#### EXTRACTED RECORDS:
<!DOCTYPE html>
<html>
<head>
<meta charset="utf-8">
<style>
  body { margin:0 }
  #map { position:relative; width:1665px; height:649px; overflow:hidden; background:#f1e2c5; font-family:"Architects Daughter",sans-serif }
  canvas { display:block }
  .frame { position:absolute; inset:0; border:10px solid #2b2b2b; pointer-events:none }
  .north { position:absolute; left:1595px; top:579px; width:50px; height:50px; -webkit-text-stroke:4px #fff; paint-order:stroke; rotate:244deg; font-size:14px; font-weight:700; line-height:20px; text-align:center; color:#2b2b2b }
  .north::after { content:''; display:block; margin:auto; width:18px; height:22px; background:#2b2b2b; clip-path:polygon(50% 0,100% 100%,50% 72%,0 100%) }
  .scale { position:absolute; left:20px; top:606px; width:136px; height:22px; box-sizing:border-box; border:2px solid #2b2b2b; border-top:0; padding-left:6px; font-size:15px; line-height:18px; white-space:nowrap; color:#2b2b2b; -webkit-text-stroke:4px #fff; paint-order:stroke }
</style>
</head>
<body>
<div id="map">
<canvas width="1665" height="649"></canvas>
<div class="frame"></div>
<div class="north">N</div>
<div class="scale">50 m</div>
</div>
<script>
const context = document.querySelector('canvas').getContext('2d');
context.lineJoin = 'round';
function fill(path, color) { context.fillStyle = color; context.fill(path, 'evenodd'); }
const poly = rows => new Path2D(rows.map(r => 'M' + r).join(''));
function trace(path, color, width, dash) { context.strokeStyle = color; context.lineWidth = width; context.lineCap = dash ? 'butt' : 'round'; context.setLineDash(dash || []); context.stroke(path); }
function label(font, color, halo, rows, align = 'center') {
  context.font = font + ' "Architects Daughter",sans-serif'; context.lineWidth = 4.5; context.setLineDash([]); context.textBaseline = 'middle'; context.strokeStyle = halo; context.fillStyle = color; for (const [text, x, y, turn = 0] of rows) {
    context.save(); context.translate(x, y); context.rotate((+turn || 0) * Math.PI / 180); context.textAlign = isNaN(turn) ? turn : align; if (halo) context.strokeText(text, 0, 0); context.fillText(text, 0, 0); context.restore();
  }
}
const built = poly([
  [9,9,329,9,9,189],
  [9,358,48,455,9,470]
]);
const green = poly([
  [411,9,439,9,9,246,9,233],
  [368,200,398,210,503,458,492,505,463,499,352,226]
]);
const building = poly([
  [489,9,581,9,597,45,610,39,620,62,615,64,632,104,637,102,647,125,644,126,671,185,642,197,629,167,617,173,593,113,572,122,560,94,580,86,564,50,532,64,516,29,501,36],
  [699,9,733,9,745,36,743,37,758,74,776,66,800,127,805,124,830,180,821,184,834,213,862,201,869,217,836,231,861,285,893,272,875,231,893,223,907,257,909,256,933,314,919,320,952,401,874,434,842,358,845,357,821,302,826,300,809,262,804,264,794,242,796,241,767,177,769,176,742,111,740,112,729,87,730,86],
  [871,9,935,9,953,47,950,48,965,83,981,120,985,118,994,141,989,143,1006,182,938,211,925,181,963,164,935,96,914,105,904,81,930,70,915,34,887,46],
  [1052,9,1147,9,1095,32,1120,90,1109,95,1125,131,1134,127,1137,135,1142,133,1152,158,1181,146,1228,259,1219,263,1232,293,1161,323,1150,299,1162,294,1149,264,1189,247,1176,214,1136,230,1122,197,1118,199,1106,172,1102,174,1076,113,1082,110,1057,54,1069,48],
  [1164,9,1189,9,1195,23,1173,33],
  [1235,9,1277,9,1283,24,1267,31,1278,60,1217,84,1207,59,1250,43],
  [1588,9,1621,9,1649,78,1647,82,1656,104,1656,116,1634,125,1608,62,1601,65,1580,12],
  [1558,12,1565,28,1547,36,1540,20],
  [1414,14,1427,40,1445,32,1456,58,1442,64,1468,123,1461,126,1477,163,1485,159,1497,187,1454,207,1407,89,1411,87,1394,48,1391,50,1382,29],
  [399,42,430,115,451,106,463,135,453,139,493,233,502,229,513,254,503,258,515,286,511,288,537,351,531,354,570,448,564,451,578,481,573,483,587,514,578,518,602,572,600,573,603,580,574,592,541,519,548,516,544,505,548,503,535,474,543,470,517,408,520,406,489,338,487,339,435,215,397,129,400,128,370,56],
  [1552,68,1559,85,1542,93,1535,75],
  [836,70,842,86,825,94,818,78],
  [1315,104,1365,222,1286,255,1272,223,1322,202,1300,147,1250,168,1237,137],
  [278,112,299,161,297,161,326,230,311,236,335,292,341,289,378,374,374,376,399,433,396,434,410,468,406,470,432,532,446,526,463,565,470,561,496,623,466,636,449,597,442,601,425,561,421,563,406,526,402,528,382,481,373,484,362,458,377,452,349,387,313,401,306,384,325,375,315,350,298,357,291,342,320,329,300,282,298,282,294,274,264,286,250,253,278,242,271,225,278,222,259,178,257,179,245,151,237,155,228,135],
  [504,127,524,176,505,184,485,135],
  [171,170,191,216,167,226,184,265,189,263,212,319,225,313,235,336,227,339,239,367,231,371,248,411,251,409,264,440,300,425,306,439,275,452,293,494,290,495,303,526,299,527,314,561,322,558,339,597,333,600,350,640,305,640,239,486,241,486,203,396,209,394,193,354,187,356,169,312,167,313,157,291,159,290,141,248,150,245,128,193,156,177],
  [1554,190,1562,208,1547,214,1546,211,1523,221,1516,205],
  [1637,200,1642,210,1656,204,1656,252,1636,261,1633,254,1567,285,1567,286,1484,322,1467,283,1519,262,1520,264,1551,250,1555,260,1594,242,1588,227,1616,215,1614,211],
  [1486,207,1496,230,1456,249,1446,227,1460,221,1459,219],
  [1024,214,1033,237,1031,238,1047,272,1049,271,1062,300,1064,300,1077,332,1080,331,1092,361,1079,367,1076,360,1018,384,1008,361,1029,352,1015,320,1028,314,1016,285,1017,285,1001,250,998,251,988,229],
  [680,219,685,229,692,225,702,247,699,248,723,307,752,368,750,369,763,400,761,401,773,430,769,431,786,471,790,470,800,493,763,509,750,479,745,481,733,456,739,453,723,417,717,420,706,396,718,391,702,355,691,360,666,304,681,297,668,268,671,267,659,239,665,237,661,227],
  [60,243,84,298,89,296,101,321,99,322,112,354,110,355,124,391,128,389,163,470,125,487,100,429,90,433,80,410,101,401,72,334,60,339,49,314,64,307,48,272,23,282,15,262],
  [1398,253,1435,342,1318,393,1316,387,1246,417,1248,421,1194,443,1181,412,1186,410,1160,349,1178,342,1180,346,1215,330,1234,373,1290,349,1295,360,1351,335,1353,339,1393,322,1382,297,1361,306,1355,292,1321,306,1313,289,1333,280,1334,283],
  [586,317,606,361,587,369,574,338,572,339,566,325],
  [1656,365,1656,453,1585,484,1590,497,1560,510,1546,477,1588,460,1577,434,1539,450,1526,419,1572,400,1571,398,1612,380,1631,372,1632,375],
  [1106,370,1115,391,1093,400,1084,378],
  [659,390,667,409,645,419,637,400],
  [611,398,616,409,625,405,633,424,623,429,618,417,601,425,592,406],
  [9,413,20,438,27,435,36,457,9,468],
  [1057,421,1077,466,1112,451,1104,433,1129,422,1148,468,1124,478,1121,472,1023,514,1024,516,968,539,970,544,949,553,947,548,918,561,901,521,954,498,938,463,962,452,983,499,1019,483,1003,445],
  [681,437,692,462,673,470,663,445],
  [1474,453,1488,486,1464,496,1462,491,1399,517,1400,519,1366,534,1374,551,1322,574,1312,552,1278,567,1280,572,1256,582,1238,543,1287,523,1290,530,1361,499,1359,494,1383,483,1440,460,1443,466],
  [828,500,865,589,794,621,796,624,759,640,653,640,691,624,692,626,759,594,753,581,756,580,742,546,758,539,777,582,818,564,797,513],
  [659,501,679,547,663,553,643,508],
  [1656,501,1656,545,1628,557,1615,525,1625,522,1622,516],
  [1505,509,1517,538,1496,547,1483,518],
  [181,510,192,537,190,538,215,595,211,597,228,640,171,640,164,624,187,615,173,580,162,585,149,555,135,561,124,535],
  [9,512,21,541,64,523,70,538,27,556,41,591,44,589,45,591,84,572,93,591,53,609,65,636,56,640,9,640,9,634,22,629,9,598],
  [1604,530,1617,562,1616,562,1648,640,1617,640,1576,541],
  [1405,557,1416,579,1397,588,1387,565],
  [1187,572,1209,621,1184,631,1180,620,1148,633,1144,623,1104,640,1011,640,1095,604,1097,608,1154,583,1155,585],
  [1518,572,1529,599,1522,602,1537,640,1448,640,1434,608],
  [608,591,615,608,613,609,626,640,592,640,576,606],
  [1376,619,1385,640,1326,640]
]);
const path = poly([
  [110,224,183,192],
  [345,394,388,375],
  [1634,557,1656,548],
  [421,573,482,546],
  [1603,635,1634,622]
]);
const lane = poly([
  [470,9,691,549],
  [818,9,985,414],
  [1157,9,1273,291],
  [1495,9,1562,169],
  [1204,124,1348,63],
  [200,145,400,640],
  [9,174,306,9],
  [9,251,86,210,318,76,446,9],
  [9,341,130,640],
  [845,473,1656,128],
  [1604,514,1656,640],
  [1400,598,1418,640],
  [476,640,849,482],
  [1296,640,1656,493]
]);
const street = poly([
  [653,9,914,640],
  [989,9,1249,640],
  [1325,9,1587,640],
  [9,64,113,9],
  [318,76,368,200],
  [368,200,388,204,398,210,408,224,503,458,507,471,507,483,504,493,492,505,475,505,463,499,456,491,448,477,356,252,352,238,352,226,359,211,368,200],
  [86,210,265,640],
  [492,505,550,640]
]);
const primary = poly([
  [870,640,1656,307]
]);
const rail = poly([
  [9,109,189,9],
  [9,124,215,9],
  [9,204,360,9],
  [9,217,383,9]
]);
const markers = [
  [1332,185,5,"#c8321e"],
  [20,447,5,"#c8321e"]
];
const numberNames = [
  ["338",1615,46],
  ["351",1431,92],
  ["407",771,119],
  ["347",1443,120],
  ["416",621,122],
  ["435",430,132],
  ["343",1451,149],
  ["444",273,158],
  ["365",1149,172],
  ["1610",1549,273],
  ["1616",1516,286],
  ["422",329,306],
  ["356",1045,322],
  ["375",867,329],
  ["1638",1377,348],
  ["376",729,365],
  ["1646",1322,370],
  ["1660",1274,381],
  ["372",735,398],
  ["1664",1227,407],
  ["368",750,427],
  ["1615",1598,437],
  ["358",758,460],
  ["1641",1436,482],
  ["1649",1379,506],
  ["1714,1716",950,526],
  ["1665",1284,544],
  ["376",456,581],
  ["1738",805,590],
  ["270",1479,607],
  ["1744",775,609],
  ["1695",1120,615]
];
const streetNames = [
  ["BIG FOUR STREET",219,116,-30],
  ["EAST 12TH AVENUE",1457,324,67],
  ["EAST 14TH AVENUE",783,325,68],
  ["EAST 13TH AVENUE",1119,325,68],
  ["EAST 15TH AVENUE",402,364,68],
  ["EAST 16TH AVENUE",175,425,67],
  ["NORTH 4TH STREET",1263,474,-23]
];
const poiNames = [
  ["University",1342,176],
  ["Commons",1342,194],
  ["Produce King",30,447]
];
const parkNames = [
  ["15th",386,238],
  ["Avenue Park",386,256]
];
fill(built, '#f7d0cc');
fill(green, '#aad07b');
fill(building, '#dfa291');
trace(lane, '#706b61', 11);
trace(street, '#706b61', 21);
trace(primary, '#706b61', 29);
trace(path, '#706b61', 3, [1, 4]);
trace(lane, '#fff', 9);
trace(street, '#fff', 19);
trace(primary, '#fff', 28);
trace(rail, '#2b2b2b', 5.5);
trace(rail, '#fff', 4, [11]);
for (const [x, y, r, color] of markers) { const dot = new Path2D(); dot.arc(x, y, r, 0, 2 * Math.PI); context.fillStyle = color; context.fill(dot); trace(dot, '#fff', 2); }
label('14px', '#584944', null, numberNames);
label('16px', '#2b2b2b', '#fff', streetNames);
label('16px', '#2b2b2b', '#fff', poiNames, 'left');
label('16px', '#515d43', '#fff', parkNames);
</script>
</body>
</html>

#### TASK DETAILS:
Which lines of the records contain "strokeStyle"? Show each of them.

#### EXERCISE ANSWER:
function trace(path, color, width, dash) { context.strokeStyle = color; context.lineWidth = width; context.lineCap = dash ? 'butt' : 'round'; context.setLineDash(dash || []); context.stroke(path); }
  context.font = font + ' "Architects Daughter",sans-serif'; context.lineWidth = 4.5; context.setLineDash([]); context.textBaseline = 'middle'; context.strokeStyle = halo; context.fillStyle = color; for (const [text, x, y, turn = 0] of rows) {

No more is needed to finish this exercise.